[Saved entries]
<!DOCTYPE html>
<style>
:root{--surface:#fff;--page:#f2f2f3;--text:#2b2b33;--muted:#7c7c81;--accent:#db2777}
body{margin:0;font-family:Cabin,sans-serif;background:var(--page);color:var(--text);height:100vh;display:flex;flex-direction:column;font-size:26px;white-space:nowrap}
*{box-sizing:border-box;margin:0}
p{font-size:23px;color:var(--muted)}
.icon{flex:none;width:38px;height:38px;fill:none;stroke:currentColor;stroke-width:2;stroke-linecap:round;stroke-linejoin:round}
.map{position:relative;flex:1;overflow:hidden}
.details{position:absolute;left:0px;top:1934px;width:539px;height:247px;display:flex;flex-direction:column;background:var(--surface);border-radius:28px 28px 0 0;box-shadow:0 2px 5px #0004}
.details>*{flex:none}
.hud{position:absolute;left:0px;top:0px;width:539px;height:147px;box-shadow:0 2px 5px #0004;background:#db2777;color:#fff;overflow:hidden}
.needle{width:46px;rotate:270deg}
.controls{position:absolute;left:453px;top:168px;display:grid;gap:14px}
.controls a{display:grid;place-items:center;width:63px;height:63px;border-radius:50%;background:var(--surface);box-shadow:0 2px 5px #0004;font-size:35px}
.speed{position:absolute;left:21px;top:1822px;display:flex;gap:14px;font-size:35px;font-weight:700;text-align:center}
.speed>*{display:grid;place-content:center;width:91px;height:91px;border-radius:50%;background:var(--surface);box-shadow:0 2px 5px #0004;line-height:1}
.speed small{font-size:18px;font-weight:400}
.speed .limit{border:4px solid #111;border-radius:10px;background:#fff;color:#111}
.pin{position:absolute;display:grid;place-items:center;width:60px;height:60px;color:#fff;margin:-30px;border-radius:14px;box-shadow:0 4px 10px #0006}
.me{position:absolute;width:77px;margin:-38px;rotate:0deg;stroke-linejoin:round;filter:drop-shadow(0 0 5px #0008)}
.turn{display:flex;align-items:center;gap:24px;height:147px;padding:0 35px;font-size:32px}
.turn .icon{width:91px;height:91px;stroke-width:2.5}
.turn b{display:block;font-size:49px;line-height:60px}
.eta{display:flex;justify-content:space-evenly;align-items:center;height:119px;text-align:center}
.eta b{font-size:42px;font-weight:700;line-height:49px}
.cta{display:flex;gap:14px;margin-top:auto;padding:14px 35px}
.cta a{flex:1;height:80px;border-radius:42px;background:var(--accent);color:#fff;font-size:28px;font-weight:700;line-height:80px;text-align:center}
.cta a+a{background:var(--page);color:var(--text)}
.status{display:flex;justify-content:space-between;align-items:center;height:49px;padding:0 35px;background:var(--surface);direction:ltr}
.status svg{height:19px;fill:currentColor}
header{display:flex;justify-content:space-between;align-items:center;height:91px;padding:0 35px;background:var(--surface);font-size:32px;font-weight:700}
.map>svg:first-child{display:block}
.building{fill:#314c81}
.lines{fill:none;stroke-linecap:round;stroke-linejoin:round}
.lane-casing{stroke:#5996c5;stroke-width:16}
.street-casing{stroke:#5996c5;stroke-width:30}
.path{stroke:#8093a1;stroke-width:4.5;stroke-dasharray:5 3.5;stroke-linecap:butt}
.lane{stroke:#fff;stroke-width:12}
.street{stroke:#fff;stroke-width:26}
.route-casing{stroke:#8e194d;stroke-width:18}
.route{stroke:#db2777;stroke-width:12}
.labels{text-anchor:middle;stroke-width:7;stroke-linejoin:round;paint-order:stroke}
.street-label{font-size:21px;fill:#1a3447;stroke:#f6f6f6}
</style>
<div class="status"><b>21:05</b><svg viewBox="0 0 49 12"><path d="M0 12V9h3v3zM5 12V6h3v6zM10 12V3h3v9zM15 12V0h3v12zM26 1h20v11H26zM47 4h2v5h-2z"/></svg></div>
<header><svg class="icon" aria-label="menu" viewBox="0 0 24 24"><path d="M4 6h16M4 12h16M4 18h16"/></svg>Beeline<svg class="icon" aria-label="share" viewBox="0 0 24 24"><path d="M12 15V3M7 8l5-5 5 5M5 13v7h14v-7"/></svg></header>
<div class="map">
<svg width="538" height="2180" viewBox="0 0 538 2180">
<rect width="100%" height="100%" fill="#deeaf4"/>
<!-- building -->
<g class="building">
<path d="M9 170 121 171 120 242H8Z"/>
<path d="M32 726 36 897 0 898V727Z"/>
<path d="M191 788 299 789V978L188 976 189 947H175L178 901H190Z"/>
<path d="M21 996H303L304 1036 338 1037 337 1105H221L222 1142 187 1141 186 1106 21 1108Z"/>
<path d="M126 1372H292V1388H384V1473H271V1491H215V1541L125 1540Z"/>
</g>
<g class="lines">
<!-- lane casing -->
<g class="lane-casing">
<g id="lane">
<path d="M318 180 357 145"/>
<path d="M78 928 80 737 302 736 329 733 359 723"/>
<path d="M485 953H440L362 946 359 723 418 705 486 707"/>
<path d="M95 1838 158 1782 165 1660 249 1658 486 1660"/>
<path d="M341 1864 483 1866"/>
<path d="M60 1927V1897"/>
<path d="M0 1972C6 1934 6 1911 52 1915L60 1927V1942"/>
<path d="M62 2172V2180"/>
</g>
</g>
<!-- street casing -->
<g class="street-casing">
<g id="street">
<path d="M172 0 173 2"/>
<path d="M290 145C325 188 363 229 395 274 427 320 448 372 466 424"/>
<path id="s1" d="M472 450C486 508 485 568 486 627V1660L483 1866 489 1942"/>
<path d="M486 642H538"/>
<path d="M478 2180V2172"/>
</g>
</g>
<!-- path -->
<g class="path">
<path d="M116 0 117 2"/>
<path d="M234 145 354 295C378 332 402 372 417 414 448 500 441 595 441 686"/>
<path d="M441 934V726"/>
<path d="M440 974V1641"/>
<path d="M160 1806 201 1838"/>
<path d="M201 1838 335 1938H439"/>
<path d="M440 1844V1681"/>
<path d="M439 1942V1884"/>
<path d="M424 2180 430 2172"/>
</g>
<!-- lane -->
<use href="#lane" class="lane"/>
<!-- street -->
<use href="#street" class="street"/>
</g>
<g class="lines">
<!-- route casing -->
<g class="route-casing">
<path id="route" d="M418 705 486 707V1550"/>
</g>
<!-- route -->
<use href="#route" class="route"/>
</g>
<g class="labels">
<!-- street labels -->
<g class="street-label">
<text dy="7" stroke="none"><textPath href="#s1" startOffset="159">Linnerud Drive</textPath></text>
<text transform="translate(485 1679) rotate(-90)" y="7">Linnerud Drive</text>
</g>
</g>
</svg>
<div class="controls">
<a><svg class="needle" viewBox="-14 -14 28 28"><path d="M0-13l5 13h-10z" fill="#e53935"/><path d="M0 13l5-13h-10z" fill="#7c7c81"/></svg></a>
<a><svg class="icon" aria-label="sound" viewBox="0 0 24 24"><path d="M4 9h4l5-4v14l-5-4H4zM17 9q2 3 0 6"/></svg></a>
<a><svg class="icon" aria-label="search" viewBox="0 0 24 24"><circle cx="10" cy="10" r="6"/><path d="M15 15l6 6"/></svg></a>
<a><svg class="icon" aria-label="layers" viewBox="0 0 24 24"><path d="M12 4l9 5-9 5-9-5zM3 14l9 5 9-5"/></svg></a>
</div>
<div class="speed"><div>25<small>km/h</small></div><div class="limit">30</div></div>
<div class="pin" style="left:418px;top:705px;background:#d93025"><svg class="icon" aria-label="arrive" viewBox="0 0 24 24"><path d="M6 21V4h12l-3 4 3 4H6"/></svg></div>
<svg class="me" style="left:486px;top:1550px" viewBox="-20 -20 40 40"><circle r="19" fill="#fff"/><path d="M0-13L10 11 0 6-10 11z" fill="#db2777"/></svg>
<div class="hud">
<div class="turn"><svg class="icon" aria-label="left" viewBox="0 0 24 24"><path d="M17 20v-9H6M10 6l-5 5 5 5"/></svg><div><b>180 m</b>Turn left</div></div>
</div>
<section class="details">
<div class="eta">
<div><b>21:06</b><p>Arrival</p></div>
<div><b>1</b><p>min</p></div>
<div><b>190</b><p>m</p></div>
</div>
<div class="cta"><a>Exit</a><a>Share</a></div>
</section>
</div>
...
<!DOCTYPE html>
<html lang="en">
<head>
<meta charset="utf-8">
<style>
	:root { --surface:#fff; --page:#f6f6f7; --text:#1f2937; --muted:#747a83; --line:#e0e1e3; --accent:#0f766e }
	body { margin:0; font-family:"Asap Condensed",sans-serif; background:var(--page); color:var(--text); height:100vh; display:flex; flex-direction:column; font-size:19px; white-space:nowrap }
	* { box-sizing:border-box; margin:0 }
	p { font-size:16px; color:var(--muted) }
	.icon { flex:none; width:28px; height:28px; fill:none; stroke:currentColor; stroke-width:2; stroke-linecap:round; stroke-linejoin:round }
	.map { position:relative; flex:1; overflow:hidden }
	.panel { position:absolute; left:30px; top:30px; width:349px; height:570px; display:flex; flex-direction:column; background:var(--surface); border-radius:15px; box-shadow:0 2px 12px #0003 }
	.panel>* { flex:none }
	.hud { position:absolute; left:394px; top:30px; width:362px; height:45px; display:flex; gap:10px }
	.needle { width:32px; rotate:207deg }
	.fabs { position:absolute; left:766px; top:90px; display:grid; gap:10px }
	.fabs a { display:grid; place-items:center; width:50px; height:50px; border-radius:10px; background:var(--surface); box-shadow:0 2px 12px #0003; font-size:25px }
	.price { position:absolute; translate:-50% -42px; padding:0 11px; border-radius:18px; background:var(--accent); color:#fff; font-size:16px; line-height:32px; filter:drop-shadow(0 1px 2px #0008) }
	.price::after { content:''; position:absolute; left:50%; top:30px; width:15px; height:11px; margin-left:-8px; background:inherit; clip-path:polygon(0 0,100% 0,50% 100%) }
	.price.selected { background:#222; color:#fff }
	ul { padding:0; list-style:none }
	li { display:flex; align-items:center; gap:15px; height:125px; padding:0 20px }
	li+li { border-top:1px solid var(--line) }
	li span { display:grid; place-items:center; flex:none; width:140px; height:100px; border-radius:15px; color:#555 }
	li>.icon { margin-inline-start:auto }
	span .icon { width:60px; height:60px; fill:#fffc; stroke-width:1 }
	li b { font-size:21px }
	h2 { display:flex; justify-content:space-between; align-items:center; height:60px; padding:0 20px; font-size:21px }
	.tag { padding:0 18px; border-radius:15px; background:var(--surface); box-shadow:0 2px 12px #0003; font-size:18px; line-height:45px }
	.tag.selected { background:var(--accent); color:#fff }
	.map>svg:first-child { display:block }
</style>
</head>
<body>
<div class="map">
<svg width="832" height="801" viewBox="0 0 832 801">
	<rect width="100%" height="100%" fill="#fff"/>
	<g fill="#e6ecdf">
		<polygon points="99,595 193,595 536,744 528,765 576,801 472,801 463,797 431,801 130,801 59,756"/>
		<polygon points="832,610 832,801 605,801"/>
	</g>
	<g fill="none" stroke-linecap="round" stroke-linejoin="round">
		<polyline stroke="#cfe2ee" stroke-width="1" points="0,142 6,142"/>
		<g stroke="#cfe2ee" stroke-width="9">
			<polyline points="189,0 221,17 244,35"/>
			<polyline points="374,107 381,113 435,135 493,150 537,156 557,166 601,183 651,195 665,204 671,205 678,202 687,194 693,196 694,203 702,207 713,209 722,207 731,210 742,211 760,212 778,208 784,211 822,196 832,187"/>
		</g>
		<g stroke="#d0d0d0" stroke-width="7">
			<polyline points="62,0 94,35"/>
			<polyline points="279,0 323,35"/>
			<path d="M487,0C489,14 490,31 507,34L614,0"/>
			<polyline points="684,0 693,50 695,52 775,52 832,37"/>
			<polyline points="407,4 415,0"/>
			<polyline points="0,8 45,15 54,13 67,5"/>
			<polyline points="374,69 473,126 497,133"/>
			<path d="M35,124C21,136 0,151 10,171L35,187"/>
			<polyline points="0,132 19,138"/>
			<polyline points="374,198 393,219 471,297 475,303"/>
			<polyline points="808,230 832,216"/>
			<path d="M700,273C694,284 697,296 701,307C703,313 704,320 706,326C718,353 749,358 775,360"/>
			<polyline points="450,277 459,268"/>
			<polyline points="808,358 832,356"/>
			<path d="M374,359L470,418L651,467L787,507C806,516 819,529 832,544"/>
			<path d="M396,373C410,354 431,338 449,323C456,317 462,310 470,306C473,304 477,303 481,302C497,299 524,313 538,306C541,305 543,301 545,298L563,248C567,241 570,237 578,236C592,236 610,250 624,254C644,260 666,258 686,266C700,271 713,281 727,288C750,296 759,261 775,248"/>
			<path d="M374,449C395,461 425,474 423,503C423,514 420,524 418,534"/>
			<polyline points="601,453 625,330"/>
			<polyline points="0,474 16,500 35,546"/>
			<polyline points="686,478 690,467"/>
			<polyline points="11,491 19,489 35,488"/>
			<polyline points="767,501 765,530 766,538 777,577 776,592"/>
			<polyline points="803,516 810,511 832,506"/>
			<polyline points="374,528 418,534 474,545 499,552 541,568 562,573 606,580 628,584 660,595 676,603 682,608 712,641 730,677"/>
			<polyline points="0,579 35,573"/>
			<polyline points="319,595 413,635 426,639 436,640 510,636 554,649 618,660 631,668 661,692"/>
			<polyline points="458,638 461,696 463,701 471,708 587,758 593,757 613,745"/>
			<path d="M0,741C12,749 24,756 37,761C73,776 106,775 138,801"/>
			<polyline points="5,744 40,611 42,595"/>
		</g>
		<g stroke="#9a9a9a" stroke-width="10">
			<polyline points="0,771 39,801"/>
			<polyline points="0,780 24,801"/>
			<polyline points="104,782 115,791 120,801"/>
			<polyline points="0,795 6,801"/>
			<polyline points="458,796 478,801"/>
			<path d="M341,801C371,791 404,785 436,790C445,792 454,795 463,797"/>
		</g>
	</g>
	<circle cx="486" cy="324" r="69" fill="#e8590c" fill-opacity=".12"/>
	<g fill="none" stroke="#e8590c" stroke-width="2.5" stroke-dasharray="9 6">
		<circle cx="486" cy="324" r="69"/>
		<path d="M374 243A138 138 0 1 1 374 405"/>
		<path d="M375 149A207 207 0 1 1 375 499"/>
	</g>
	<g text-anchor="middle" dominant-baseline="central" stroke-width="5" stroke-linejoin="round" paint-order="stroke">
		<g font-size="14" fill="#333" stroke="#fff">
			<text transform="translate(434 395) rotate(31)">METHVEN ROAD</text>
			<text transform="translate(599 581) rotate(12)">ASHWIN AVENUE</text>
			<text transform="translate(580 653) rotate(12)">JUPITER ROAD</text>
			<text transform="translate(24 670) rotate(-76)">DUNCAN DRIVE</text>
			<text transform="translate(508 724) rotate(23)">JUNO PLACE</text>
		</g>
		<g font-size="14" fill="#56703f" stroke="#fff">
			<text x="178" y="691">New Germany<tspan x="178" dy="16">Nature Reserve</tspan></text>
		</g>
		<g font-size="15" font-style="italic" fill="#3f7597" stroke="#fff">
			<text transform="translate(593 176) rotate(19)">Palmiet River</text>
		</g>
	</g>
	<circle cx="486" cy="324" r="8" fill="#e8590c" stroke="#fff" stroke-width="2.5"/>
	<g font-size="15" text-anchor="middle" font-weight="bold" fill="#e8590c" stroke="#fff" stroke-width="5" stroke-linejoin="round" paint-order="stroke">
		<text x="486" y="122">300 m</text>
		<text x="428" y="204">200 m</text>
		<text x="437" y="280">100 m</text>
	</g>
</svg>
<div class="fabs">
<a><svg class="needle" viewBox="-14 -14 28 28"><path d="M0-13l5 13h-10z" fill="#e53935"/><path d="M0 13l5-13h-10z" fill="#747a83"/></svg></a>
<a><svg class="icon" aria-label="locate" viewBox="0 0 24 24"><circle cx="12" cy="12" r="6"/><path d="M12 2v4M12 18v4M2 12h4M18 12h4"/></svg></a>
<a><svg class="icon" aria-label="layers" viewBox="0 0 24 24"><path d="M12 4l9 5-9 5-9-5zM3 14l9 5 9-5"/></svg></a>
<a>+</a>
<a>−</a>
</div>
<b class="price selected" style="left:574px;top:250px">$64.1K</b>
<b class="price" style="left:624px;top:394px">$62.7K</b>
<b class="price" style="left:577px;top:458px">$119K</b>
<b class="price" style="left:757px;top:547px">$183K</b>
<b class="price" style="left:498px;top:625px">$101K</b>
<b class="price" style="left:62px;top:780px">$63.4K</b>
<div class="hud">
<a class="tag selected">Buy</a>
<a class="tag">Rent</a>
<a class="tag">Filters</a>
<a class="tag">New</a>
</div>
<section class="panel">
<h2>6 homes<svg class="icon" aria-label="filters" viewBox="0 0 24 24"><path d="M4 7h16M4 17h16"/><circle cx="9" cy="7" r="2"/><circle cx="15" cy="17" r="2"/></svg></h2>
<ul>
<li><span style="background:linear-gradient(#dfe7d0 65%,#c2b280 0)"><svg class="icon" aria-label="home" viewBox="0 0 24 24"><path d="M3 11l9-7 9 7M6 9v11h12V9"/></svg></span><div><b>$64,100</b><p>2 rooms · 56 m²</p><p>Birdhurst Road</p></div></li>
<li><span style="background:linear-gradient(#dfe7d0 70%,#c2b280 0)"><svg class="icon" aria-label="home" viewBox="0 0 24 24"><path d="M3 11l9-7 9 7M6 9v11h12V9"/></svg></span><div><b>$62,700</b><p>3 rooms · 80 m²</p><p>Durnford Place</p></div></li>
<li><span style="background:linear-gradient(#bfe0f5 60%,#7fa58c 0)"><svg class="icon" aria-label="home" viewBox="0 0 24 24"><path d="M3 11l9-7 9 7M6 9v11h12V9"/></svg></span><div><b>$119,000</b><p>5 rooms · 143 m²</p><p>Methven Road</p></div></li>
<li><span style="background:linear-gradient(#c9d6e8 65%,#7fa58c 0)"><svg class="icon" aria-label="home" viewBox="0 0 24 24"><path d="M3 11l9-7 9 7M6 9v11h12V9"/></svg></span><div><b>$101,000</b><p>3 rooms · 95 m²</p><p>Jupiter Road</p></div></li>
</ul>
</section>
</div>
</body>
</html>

### Problem requirements
A single number is expected: how many lines in the entries contain "controls".

### Solved exercise
3